Step 6- Measure for where you'll need to cut out the front of your sink base cabinet.In order for the Domsjo sink to fit, the front of your sink base cabinet must be cut down 7 1/4" from the top of your counter top. As you remember, my counter tops are 1 5/8" thick. As you can see in the photo below, I started my measuring tape 1 5/8" above the top of my cabinet to account for the counter top, and made a mark 7 1/4" down. I did this on both sides.
Step 7- Remove any screws or staples in the way of your cut.Often sink base cabinets have a series of staples or pocket screws that are holding the face frames together, or the fake drawer front on. Make sure you take out any that may be in the way of your cut, before you cut.
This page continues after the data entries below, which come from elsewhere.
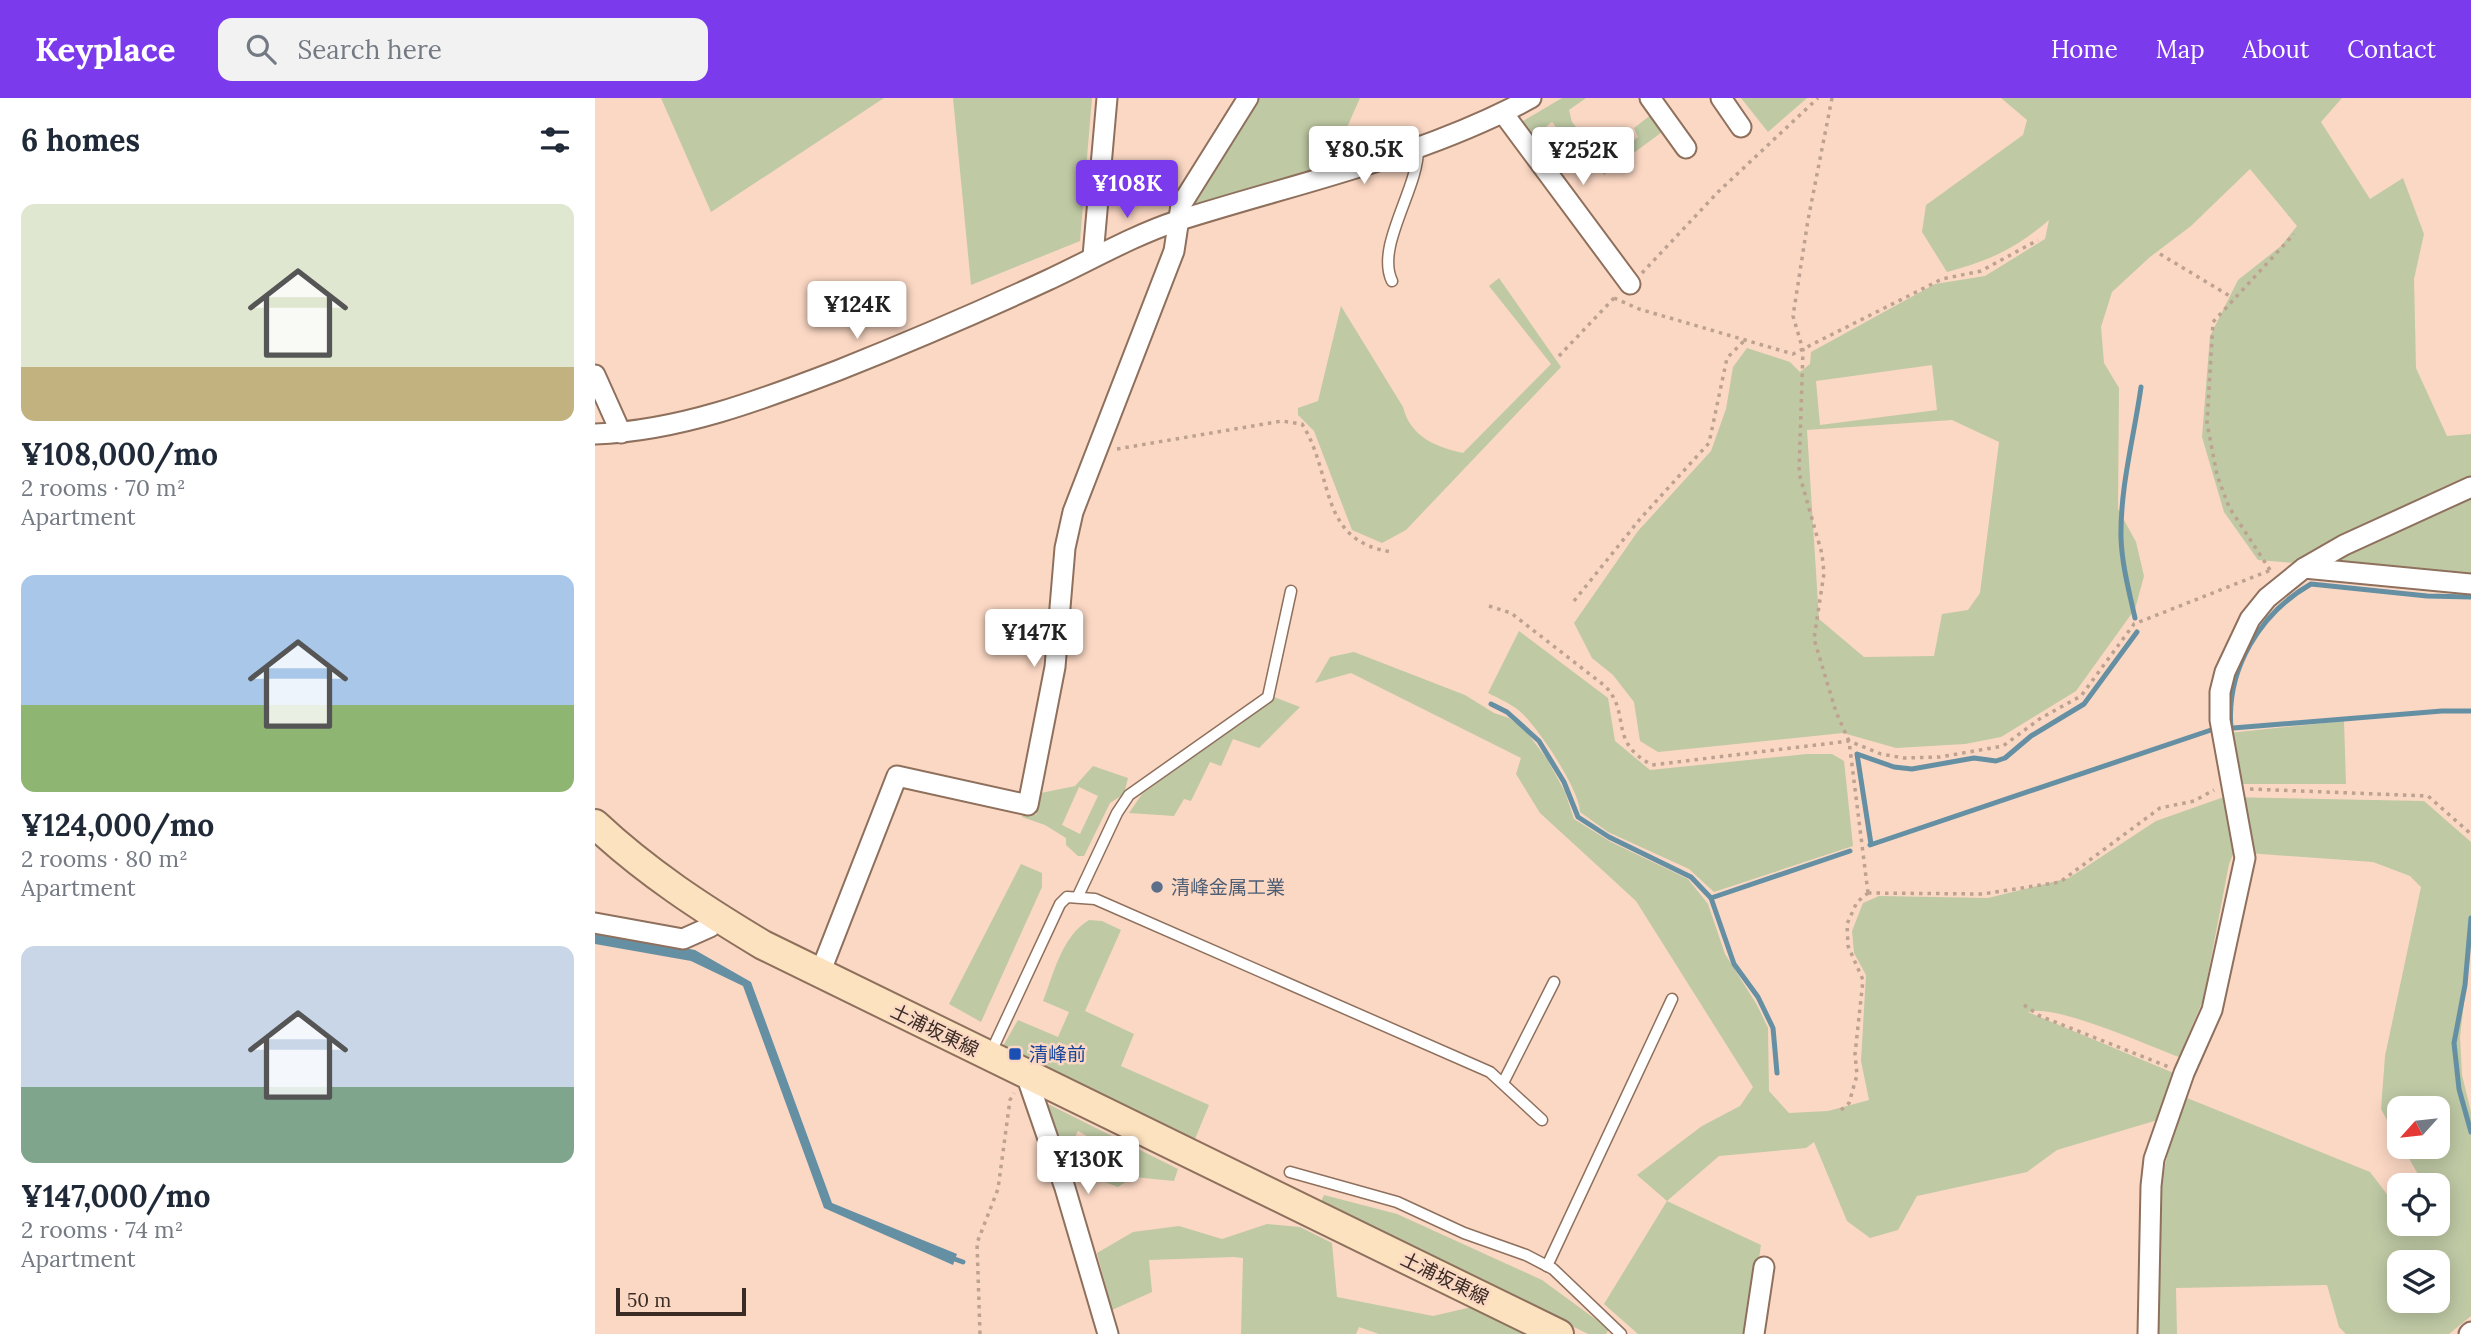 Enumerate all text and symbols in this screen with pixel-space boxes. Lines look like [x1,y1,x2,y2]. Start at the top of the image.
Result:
search box [218,18,708,81]
text: Keyplace [35,28,176,70]
icon: search [242,30,280,68]
text: Search here [298,33,442,66]
text: Home [2051,34,2118,65]
text: Map [2156,34,2205,65]
text: About [2243,34,2309,65]
text: Contact [2347,34,2436,65]
text: 6 homes [21,121,140,159]
icon: filters [536,121,574,159]
pin: ¥80.5K [1307,126,1421,186]
pin: ¥252K [1534,127,1632,187]
text: ¥80.5K [1325,134,1403,163]
text: ¥252K [1548,135,1618,164]
pin: ¥108K [1078,160,1176,220]
text: ¥108K [1092,168,1162,197]
icon: home [235,250,361,376]
pin: ¥124K [808,282,906,341]
text: ¥124K [823,289,891,318]
text: ¥108,000/mo [21,435,218,473]
text: 2 rooms · 70 m² [21,473,186,502]
text: Apartment [21,502,136,531]
pin: ¥147K [985,610,1083,669]
text: ¥147K [1001,617,1067,646]
icon: home [235,621,361,747]
text: ¥124,000/mo [21,806,214,844]
text: 2 rooms · 80 m² [21,844,188,873]
text: Apartment [21,873,136,902]
place label: 清峰金属工業 [1171,875,1285,899]
marker: 清峰金属工業 [1149,879,1165,895]
icon: home [235,992,361,1118]
street label: 土浦坂東線 [887,998,983,1062]
place label: 清峰前 [1029,1042,1086,1066]
marker: 清峰前 [1007,1046,1023,1062]
north arrow [2387,1096,2450,1158]
map controls [2387,1096,2450,1313]
pin: ¥130K [1039,1136,1137,1196]
text: ¥130K [1053,1144,1123,1173]
button: locate [2387,1173,2450,1236]
text: ¥147,000/mo [21,1177,210,1215]
text: 2 rooms · 74 m² [21,1215,183,1244]
text: Apartment [21,1244,136,1273]
street label: 土浦坂東線 [1397,1246,1493,1310]
button: layers [2387,1250,2450,1313]
scale bar [616,1285,745,1317]
text: 50 m [627,1288,671,1312]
Step 8- Cut the front of your sink cabinet base.You'll want to cut flush with the inside of your cabinet base for the maximum width in which to fit your sink, (which must be a minimum of 34".) We could have used a jig saw or Dremel tool here, but we found using a hand saw and some elbow grease (you know, just like the Amish) allowed us the best control and ability to stay flush with the inside of the cabinet base. We cut down from the top to our 7 1/4" (from the top of the counter) mark, and then over to remove that notch on both sides.
This photo might help explain it a little better.
Or perhaps this one. The space at the top will accommodate the apron to the sink. The space at the bottom was left over from the false drawer front of this cabinet. We'll deal with that space in a bit.
Step 9- Test your fit.You don't want to wait until your counter top installers get there to realize you cut your cabinet wrong, so it's important to test the fit. Make sure to accommodate for the height of the counters when you test though. We did so by cutting a couple of 2x4s (1 1/2" height) and laying them on the edges of the sink base cabinet to simulate the height of the new counter. It's not exact, as the counter will be 1/8" higher, but it was close enough.
It fits! And I'm in love already.
Step 10- Cut your counters to accommodate the apron.You'll need to cut your counters on either side of the sink for it to fit. If you are using butcher block or laminate you can likely do this on your own. Since we were having quartz installed, we told the installer about it in advance and they agreed to make these cuts during the install.
Ikea's instructions give you the exact specs of your cut. They also show you to put a line of caulk on the inside edge of the counter before install.
The dust was flying outside while making these cuts.
Step 11- Trim under your sink.
When retro fitting this sink for a standard cabinet, you may find that there is a gap below the sink where the false drawer used to be.
We just saved the false drawer and cut it down and used it as a trim piece. You literally don't notice it unless you're laying on the floor. And even then I'd have to tell you it's there.
And with that my friends, you finally have an installed Domsjo sink. And it is beautiful.
Definitely an upgrade from where we started- no?